• [Exercise description]: Would you write out, word for word, each line of the records below from the top through the one holding "List all text"?

• [Extracted entries]:
----------------------------------------
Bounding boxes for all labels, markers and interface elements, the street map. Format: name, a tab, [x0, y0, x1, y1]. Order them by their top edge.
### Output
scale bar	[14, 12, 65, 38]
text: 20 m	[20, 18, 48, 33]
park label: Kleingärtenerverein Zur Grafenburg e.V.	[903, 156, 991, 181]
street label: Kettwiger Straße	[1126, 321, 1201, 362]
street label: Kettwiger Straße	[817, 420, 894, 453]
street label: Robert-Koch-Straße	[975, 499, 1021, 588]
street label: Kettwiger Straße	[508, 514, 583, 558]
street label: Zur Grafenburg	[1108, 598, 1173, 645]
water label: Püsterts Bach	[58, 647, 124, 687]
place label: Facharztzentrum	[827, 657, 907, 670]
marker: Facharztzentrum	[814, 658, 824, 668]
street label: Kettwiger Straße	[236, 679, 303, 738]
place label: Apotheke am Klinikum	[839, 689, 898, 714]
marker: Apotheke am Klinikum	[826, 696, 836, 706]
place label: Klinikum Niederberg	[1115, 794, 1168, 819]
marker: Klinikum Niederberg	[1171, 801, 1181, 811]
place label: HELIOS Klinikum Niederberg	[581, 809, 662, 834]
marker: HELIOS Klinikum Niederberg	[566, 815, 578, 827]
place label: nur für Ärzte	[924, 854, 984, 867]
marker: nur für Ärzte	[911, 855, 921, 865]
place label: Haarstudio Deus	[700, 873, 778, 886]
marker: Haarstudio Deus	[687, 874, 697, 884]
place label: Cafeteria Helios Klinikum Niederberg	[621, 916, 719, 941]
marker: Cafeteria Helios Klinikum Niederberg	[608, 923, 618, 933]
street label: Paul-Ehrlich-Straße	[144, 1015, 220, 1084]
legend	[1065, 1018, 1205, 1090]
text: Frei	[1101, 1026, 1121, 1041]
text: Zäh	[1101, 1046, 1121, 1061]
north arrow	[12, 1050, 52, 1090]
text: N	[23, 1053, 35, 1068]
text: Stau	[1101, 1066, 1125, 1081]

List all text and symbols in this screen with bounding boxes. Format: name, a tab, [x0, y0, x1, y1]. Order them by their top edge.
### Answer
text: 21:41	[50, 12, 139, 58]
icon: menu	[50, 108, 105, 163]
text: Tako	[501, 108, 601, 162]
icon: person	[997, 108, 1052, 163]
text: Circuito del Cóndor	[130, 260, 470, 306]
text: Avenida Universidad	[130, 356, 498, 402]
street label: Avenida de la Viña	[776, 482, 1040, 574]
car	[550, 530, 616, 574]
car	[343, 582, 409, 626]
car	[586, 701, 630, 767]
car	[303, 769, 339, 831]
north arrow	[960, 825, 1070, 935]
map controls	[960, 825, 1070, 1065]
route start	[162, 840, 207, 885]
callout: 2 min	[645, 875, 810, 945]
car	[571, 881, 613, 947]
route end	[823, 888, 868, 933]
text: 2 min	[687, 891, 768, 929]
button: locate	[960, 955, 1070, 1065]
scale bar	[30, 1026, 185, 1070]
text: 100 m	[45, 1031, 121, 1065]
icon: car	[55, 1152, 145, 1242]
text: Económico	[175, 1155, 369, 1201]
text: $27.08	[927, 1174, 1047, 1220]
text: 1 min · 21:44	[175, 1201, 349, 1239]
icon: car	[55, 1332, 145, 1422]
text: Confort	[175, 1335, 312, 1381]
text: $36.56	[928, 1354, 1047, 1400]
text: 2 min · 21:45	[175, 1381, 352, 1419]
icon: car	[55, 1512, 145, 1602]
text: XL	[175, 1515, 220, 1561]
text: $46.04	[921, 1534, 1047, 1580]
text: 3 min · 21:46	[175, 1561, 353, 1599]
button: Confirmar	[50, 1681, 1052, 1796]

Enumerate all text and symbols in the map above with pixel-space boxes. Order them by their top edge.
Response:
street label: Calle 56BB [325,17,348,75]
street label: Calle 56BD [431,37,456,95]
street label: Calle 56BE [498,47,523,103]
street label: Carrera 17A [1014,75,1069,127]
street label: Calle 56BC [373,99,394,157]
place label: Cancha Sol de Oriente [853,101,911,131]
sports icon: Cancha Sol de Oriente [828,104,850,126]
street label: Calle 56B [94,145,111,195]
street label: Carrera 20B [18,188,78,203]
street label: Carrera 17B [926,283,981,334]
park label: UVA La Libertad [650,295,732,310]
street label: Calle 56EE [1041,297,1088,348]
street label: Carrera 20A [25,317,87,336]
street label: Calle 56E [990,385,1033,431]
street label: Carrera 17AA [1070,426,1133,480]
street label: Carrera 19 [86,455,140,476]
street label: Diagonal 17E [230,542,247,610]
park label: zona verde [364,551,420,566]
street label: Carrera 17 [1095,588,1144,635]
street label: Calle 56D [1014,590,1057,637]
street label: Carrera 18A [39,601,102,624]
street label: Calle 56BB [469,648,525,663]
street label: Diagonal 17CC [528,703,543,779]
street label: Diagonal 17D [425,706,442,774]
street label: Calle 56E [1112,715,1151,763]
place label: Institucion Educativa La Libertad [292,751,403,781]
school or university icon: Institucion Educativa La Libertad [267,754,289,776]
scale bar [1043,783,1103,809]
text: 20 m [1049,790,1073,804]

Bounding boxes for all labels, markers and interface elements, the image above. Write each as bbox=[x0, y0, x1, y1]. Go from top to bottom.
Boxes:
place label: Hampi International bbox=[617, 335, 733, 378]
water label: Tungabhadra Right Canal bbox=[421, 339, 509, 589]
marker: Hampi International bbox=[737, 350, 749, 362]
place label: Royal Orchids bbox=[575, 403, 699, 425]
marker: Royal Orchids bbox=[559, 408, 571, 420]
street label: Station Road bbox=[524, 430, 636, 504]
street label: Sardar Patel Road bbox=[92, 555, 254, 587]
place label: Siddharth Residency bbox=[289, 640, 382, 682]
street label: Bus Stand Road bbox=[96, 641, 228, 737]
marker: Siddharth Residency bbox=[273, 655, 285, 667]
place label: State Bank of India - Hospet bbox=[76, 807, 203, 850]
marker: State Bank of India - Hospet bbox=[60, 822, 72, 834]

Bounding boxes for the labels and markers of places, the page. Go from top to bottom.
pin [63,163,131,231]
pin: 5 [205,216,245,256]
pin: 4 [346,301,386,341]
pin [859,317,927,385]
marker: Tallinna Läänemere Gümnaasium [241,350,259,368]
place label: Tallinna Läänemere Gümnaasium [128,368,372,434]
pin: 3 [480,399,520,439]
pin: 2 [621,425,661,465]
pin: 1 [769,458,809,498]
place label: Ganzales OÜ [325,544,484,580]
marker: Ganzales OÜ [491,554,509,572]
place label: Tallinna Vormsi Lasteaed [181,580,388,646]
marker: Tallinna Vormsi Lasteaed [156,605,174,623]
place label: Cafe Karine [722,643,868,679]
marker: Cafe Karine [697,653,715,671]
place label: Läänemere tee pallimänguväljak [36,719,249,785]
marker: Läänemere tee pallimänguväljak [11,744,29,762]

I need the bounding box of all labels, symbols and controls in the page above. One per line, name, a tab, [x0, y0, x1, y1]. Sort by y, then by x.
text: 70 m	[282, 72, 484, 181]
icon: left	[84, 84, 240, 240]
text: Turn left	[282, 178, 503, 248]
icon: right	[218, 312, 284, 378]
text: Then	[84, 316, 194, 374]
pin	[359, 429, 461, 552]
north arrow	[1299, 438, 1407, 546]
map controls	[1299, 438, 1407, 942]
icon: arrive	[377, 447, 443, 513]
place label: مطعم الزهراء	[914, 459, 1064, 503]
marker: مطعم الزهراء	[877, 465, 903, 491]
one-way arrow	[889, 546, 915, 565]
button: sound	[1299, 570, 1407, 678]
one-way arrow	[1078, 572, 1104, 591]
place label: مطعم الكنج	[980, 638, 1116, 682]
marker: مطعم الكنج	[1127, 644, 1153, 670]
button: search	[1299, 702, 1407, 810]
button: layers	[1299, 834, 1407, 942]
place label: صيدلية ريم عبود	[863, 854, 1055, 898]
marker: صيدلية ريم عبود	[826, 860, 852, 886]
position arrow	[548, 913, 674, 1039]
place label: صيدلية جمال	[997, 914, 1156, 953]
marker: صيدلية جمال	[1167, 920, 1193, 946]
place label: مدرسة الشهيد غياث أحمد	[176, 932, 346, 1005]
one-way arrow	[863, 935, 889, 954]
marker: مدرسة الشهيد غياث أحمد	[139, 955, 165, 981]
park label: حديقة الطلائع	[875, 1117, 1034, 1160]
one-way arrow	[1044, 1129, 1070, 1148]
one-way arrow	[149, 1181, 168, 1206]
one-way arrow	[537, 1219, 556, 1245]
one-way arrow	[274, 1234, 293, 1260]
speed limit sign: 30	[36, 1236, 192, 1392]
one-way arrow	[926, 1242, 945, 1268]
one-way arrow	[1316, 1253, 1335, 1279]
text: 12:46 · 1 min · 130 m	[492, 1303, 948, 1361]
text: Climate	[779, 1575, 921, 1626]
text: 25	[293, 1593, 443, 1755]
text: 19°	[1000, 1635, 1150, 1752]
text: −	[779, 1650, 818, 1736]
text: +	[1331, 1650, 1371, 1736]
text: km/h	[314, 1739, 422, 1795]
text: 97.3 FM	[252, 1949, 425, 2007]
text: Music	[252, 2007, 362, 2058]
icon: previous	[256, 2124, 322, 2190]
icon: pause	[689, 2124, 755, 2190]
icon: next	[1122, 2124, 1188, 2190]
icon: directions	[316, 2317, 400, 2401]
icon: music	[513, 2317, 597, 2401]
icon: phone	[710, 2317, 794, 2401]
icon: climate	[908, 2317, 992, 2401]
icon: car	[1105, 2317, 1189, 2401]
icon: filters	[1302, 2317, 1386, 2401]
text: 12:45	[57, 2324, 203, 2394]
----------------------------------------
• [Task response]:
Bounding boxes for all labels, markers and interface elements, the street map. Format: name, a tab, [x0, y0, x1, y1]. Order them by their top edge.
### Output
scale bar	[14, 12, 65, 38]
text: 20 m	[20, 18, 48, 33]
park label: Kleingärtenerverein Zur Grafenburg e.V.	[903, 156, 991, 181]
street label: Kettwiger Straße	[1126, 321, 1201, 362]
street label: Kettwiger Straße	[817, 420, 894, 453]
street label: Robert-Koch-Straße	[975, 499, 1021, 588]
street label: Kettwiger Straße	[508, 514, 583, 558]
street label: Zur Grafenburg	[1108, 598, 1173, 645]
water label: Püsterts Bach	[58, 647, 124, 687]
place label: Facharztzentrum	[827, 657, 907, 670]
marker: Facharztzentrum	[814, 658, 824, 668]
street label: Kettwiger Straße	[236, 679, 303, 738]
place label: Apotheke am Klinikum	[839, 689, 898, 714]
marker: Apotheke am Klinikum	[826, 696, 836, 706]
place label: Klinikum Niederberg	[1115, 794, 1168, 819]
marker: Klinikum Niederberg	[1171, 801, 1181, 811]
place label: HELIOS Klinikum Niederberg	[581, 809, 662, 834]
marker: HELIOS Klinikum Niederberg	[566, 815, 578, 827]
place label: nur für Ärzte	[924, 854, 984, 867]
marker: nur für Ärzte	[911, 855, 921, 865]
place label: Haarstudio Deus	[700, 873, 778, 886]
marker: Haarstudio Deus	[687, 874, 697, 884]
place label: Cafeteria Helios Klinikum Niederberg	[621, 916, 719, 941]
marker: Cafeteria Helios Klinikum Niederberg	[608, 923, 618, 933]
street label: Paul-Ehrlich-Straße	[144, 1015, 220, 1084]
legend	[1065, 1018, 1205, 1090]
text: Frei	[1101, 1026, 1121, 1041]
text: Zäh	[1101, 1046, 1121, 1061]
north arrow	[12, 1050, 52, 1090]
text: N	[23, 1053, 35, 1068]
text: Stau	[1101, 1066, 1125, 1081]

List all text and symbols in this screen with bounding boxes. Format: name, a tab, [x0, y0, x1, y1]. Order them by their top edge.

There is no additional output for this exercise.